The numbers are more positive when looking at races that aired in highlights form on Channel 4. A combined audience of 2.27 million viewers watched on these occasions, an increase of 3.4 percent compared with 2017’s figure of 2.19 million viewers. Considering Canada and France brought in low audiences, this is an excellent figure suggesting Channel 4’s highlights are punching above their weight – a strong case you might argue for Channel 4 airing highlights in 2019. Three of the top five races this year aired live on free-to-air television:
01 – 3.06 million viewers – British Grand Prix (live)
02 – 2.99 million viewers – Spanish Grand Prix (highlights)
03 – 2.95 million viewers – German Grand Prix (highlights)
04 – 2.89 million viewers – Bahrain Grand Prix (live)
05 – 2.87 million viewers – Azerbaijan Grand Prix (live)
As referenced earlier in the article, the Hungarian Grand Prix has since usurped the British Grand Prix to the top of the tree for 2018, Hungary not part of the calculations in this post since it falls into the second half of the season.
What is notable is how the top five races all averaged above 2.85 million viewers. In the same table at the half-way stage last year, the fifth highest race averaged 2.55 million viewers! If anything, it demonstrates how three races this season (Canada, France, and Austria) have had a significant impact on the mid-year audience figures. Those three races averaged under two million viewers. We cannot ‘not’ count them, the races happened after all.
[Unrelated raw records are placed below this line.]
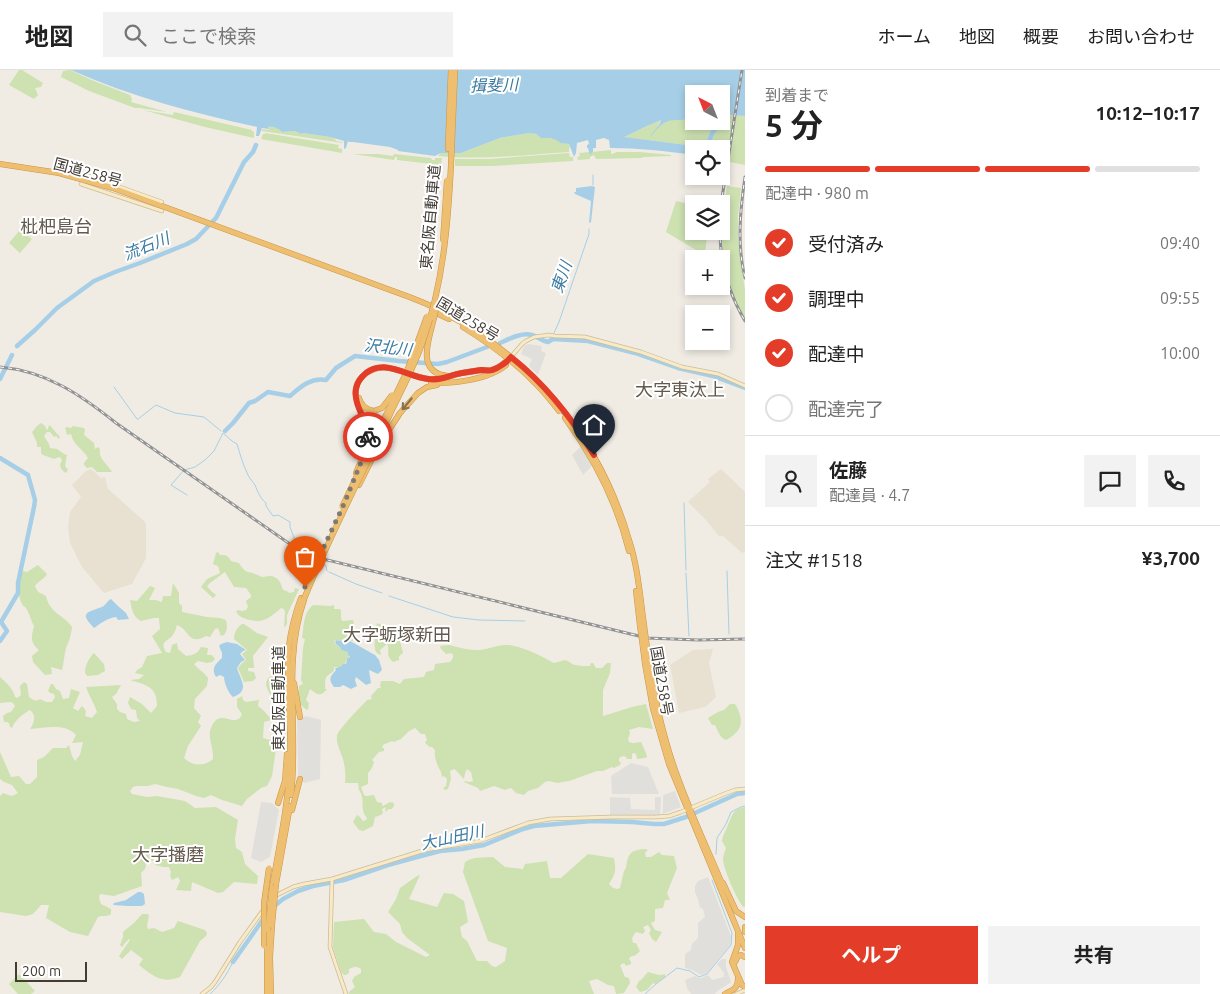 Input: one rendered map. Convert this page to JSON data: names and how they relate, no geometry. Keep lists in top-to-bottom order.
{
  "streets": {
    "highway": ["国道258号", "東名阪自動車道"]
  },
  "districts": [
    "枇杷島台",
    "大字東汰上",
    "大字蛎塚新田",
    "大字播磨"
  ],
  "water": [
    "揖斐川",
    "流石川",
    "東川",
    "沢北川",
    "大山田川"
  ],
  "scale_bar": "200 m",
  "north": "top left",
  "page": {
    "header": "地図",
    "search": "ここで検索",
    "nav": [
      "ホーム",
      "地図",
      "概要",
      "お問い合わせ"
    ],
    "heading": ["5 分", "到着まで", "10:12–10:17"],
    "panel": [
      "佐藤",
      "配達員 · 4.7",
      "注文 #1518",
      "¥3,700"
    ],
    "map_buttons": ["+", "−"],
    "bar": "配達中 · 980 m",
    "list": [
      ["受付済み", "09:40"],
      ["調理中", "09:55"],
      ["配達中", "10:00"],
      "配達完了"
    ],
    "buttons": ["ヘルプ", "共有"],
    "scale": "200 m"
  }
}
The sensational British, German, and Azerbaijani rounds all enter the top five, with Spain and Bahrain rounding out proceedings. The presence of the World Cup might have dented France and Austria significantly; however, it did not have a profound effect on the rounds that followed, with Formula 1 bouncing back immediately from its brief slump.
A combined peak audience of 3.65 million viewers have watched Formula 1 so far in 2018, an increase on last year’s figure of 3.54 million viewers. For races that aired in highlights form on free-to-air television, a combined peak of 3.23 million viewers watched, compared with 4.16 million viewers for live races. Both figures are up by around 150,000 viewers on the equivalent 2017 figures of 3.07 million viewers and 4.01 million viewers respectively.
Unpredictably is helping Formula 1 this year, with Ferrari, Mercedes, and Red Bull all capable of winning on a good day. An interesting question is whether Formula One Management’s decision to move races 70 minutes later than in previous years has helped UK viewing figures.
Given that races across the board, irrespective of whether the race has aired on free-to-air television in highlights form or aired live have increased year-on-year, looking at the figures, I feel that the time change has made very little difference to the overall numbers, if at all. Which is a good thing for Liberty Media.
It is also possible looking at the figures that Sky’s F1 audience is healthier compared to previous years when factoring in Sky Go and Now TV. They all could make up the difference, but we simply do not know as Sky do not release these figures publicly.
This site has reached out to the BBC, Channel 4, and Sky Sports for comment.